Storage to Tables configuration file
This is the description of the configuration file of a Storage to Tables data operation.
The configuration file is in JSON format. It contains the following sections:
Global parameters: General information about the data operation.
Source parameters: Information related to the data source provider.
Destination parameters: Information about input file templates and destination tables. The "destinations" section will refer to DDL files, which contain the schema of the destination tables.
👁️🗨️ Example
Here is an example of STT configuration file for a GCS to BigQuery transfer:
🌐 Global parameters
General information about the data operation
$schema
type: string
optional
The url of the json-schema that contains the properties that your configuration must verify. Most Code Editor can use that to validate your configuration, display help boxes and enlighten issues.
configuration_type
type: string
mandatory
Type of data operation. For an STT data operation, the value is always "storage-to-tables".
configuration_id
type: string
mandatory
ID of the data operation.
You can pick any name you want, but is has to be unique for this data operation type.
Note that in case of conflict, the newly deployed data operation will overwrite the previous one. To guarantee its uniqueness, the best practice is to name your data operation by concatenating:
your account ID,
the source bucket name,
and the source directory name.
version type: string mandatory
Use only version 2, version 1 is depreciated.
environment
type: string
mandatory
Deployment context. Values: PROD, PREPROD, STAGING, DEV.
account
type: string
mandatory
Your account ID is a 6-digit number assigned to you by your Tailer Platform administrator.
activated
type: boolean
optional
Flag used to enable/disable the execution of the data operation. If not specified, the default value will be "true".
archived
type: boolean
optional
Flag used to enable/disable the visibility of the data operation's configuration and runs in Tailer Studio. If not specified, the default value will be "false".
max_active_runs
type: integer
optional
This parameter limits the number of concurrent runs for this data operation.
If not set, the default value is 50.
short_description
type: string
optional
Short description of the context of the configuration.
doc_md
type: string
optional
Path to a file containing a detailed description. The file must be in Markdown format.
⬇️ Source parameters (GCS)
The destination section contains all information related to the data source provider.
type
type: string
mandatory
Source type.
The only supported source type for now is "gcs".
gcp_project_id
type: string
mandatory
Specify the Google Cloud Platform project where to deploy the data operation and its associated cloud functions.

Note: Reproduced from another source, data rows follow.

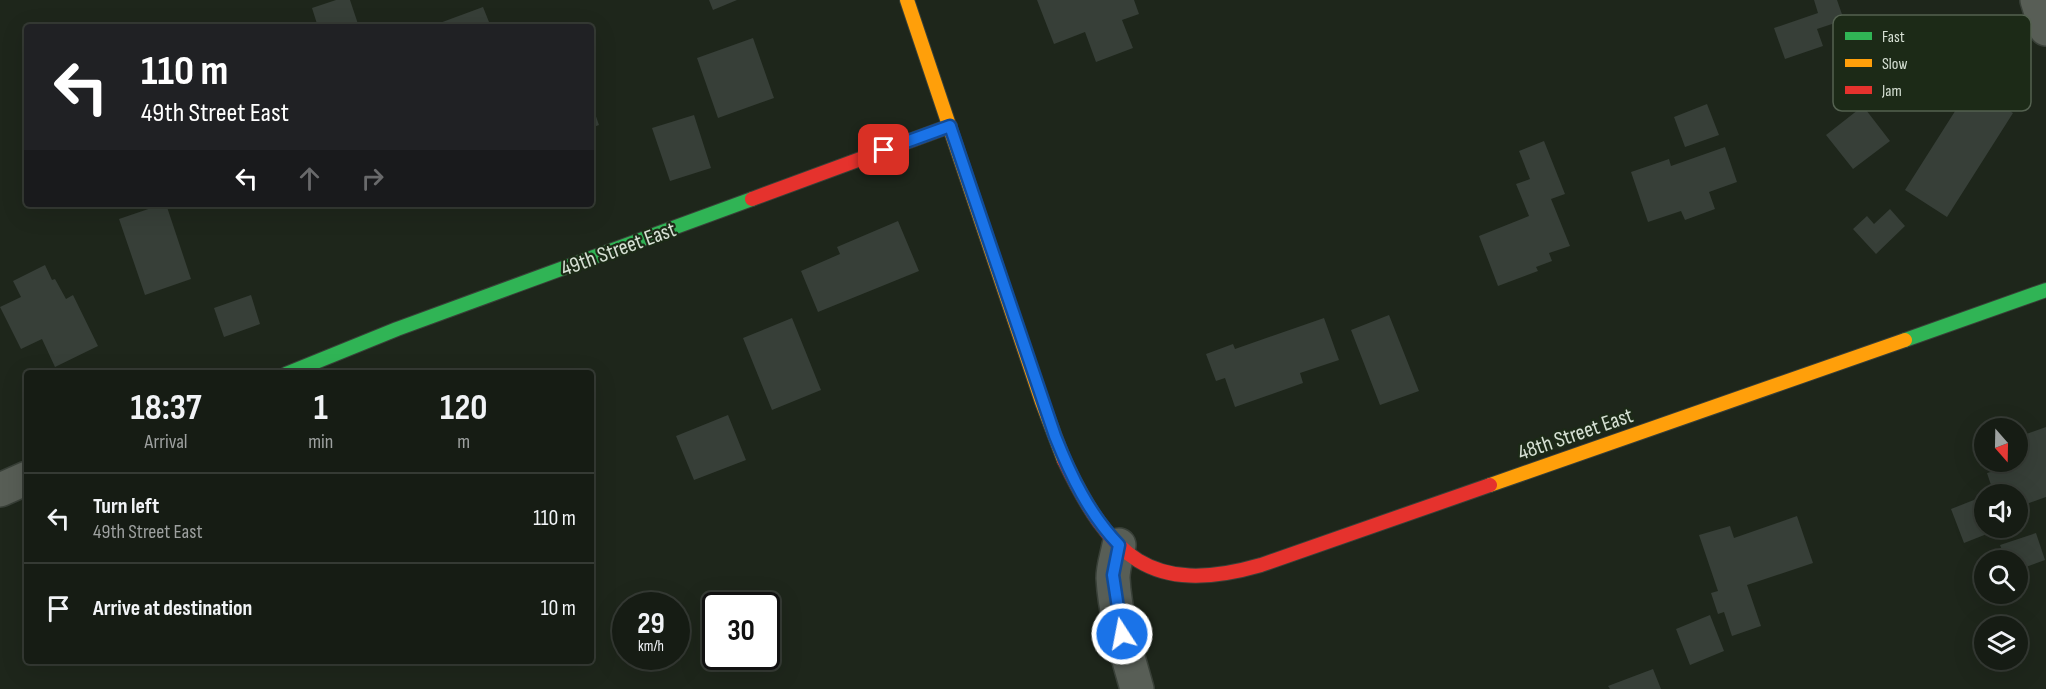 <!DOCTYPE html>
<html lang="en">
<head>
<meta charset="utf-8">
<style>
  :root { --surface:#161c14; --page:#232922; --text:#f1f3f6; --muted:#9ea1a0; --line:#353a34 }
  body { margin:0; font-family:"Sofia Sans Condensed",sans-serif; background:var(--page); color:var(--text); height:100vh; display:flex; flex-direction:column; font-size:22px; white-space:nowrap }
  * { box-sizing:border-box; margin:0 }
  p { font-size:20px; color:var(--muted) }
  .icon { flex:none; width:33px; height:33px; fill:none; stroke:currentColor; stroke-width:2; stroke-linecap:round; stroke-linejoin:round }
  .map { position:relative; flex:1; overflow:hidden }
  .side { position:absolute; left:24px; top:370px; width:570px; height:294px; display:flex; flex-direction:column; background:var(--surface); border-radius:6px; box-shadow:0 6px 24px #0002,0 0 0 2px var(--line) }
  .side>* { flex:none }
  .top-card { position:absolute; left:24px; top:24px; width:570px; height:183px; border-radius:6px; box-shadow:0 6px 24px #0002,0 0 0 2px var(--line); background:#202124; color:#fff; overflow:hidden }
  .needle { width:39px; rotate:160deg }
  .fabs { position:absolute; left:1974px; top:418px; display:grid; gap:12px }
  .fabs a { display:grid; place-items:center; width:54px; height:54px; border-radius:50%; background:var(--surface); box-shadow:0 6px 24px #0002,0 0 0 2px var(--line); font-size:30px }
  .speed { position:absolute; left:612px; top:592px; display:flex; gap:12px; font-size:30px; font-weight:700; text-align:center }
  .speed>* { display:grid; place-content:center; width:78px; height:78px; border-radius:50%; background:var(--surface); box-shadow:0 6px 24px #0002,0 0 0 2px var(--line); line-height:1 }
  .speed small { font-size:15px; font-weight:400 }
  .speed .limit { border:3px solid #111; border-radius:9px; background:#fff; color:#111 }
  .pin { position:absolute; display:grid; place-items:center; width:51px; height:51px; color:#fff; margin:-26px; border-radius:12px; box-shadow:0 3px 9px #0006 }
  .me { position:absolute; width:66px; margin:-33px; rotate:349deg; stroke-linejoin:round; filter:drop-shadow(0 0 4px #0008) }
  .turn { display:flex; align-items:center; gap:21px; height:126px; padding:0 18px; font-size:27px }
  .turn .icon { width:78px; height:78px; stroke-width:2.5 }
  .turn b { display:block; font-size:42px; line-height:51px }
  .lanes { display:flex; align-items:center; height:57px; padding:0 18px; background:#0003; justify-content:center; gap:30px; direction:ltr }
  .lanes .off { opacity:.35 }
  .eta { display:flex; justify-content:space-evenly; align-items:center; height:102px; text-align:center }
  .eta b { font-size:36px; font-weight:700; line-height:42px }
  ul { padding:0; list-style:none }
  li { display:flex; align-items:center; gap:18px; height:90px; padding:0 18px; border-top:2px solid var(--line) }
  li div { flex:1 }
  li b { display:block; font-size:22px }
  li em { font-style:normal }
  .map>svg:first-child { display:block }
</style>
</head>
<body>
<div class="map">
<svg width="2046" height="689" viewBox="0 0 2046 689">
  <rect width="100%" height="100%" fill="#1e261b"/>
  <path fill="#373f38" d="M336 0H350L359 27H318L312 8Z
    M709 0H737L713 10Z
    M1037 0H1134L1139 14 1122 20 1133 48 1096 62 1085 32 1054 44Z
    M1814 0H1837L1844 20 1817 29 1823 46 1785 59 1774 28 1818 13Z
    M483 7 491 27H438L437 24Z
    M753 38 774 98 718 118 697 58Z
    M1971 86 2013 113 1947 217 1905 190Z
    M591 102 599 125 591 128Z
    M1707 104 1719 135 1685 147 1674 117Z
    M1863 106 1890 141 1853 169 1826 135Z
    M694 115 711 168 670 181 652 128Z
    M1544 141 1565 194 1551 199 1570 246 1549 253 1552 261 1536 267 1538 271 1498 286 1479 236 1529 216 1516 184 1530 179 1519 151Z
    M1725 147 1737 182 1709 192 1715 209 1685 220 1681 211 1648 222 1631 172 1669 159 1671 166Z
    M163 204H166L191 279 145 295 119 219Z
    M1890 209 1905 226 1876 254 1853 229 1867 216 1874 224Z
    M898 221 919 271 818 312 801 271 840 254 837 247Z
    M45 265 52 280 55 279 66 299 73 295 98 346 55 367 42 339 21 349 0 307 21 297 13 281Z
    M251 295 260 324 224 337 214 308Z
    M1389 315 1419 391 1380 405 1351 330Z
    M792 318 821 390 772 410 743 338Z
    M1324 318 1339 360 1300 373 1303 383 1235 407 1225 378 1216 381 1206 354 1233 344 1235 349Z
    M728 415 746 460 694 480 676 436Z
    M2046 427V497L2018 507V495H2006L2005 490 1994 494 1987 473 1998 470 1995 462H2018V437Z
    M1984 496V528H1996L1997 530 1964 543 1951 509Z
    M1797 516 1813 563 1747 585 1761 626 1732 636 1724 612 1718 614 1711 593 1718 591 1699 535 1730 526 1734 538Z
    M2036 533 2045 560 2018 570V561H2006L2000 545Z
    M1710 615 1724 651 1690 665 1676 629Z
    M1653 669 1661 689H1610L1608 686Z"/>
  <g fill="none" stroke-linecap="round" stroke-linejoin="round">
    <g stroke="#394038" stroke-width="36">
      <path id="street" d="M2037 0 2046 29
        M0 490 27 478
        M1119 545C1117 556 1113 567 1113 578 1115 616 1127 653 1137 689"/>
    </g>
    <g stroke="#394038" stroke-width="16">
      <path id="fast" d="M1905 340 2046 290
        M286 374 397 329 752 199"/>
    </g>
    <g stroke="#394038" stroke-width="16">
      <path id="slow" d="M907 0 1042 402 1064 460
        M1490 485 1905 340"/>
    </g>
    <g stroke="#394038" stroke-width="16">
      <path id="jam" d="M752 199 950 126
        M1064 460C1110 556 1150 597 1261 565L1490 485"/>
    </g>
    <use href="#street" stroke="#585e56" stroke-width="33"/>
    <use href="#fast" stroke="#30b455" stroke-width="14"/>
    <use href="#slow" stroke="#ff9f0a" stroke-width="14"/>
    <use href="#jam" stroke="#e5322d" stroke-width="14"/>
  </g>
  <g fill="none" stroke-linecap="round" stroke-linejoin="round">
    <g stroke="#114b97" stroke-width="15">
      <path id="route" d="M884 150 950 126 1055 436C1071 476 1089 514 1119 545L1113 575 1122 634"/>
    </g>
    <use href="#route" stroke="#1a73e8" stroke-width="10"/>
  </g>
  <g text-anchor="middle" stroke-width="4.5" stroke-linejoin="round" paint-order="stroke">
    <g font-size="22" fill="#d6e0d4" stroke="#1c2a17">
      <text transform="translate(618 248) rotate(-20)" y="8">49th Street East</text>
      <text transform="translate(1575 433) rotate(-19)" y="8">48th Street East</text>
    </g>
  </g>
  <rect x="1833" y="15" width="198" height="96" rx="9" fill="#1c2a17" stroke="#546150" stroke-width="1.5"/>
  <rect x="1845" y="32" width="27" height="8" fill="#30b455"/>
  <rect x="1845" y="59" width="27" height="8" fill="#ff9f0a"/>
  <rect x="1845" y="86" width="27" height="8" fill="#e5322d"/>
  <g font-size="16" fill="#d6e0d4">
    <text x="1882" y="42">Fast</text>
    <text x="1882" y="69">Slow</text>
    <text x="1882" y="96">Jam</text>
  </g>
</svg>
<div class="fabs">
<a><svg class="needle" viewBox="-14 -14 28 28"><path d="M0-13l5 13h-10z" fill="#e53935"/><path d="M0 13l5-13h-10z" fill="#9ea1a0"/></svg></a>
<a><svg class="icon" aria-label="sound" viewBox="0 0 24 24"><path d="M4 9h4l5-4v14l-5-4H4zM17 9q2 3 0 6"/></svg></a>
<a><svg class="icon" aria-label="search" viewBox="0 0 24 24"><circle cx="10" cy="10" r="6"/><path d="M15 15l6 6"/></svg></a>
<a><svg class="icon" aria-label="layers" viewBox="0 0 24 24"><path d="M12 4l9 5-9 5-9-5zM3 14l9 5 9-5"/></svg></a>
</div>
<div class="speed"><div>29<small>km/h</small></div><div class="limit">30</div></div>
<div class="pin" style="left:884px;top:150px;background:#d93025"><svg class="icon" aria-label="arrive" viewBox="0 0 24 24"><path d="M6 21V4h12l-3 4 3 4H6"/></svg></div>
<svg class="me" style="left:1122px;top:634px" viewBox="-20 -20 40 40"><circle r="17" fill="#1a73e8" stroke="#fff" stroke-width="3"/><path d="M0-11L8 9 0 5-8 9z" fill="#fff"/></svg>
<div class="top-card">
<div class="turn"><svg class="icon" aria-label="left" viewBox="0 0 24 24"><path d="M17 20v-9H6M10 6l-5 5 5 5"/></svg><div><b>110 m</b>49th Street East</div></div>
<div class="lanes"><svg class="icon" aria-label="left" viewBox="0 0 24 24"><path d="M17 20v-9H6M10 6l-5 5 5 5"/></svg><svg class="icon off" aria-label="ahead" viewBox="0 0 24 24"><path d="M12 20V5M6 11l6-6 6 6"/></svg><svg class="icon off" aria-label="right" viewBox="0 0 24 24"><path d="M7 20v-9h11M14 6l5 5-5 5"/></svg></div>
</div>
<section class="side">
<div class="eta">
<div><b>18:37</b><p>Arrival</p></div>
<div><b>1</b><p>min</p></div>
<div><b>120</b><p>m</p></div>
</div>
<ul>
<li><svg class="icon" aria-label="left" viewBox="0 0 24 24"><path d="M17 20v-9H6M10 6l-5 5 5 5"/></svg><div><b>Turn left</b><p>49th Street East</p></div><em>110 m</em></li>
<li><svg class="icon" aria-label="arrive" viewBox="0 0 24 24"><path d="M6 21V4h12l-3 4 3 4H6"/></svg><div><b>Arrive at destination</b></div><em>10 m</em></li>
</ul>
</section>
</div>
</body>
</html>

If not set, the user will be prompted to choose a project.
gcs_source_bucket
type: string
mandatory
Name of the source bucket. ⚠️ See restrictions below
gcs_source_prefix
type: string
mandatory
Path where the files will be found, e.g. "some/sub/dir". ⚠️ See restrictions below
gcs_archive_prefix
type: string optional
Path where the source files will be archived.
If present and populated, the STT data operation will archive the source files in the location specified, in the GCS source bucket.
If not present or empty, there will be no archiving.
gcp_credentials_secret
type: dict
mandatory
Encrypted credentials needed to read/move data from the source bucket.
You should have generated credentials when setting up GCP. To learn how to encrypt them, refer to this page.
⬆️ Destination parameters (BigQuery)
The destination section contains all the information related to the data destinations.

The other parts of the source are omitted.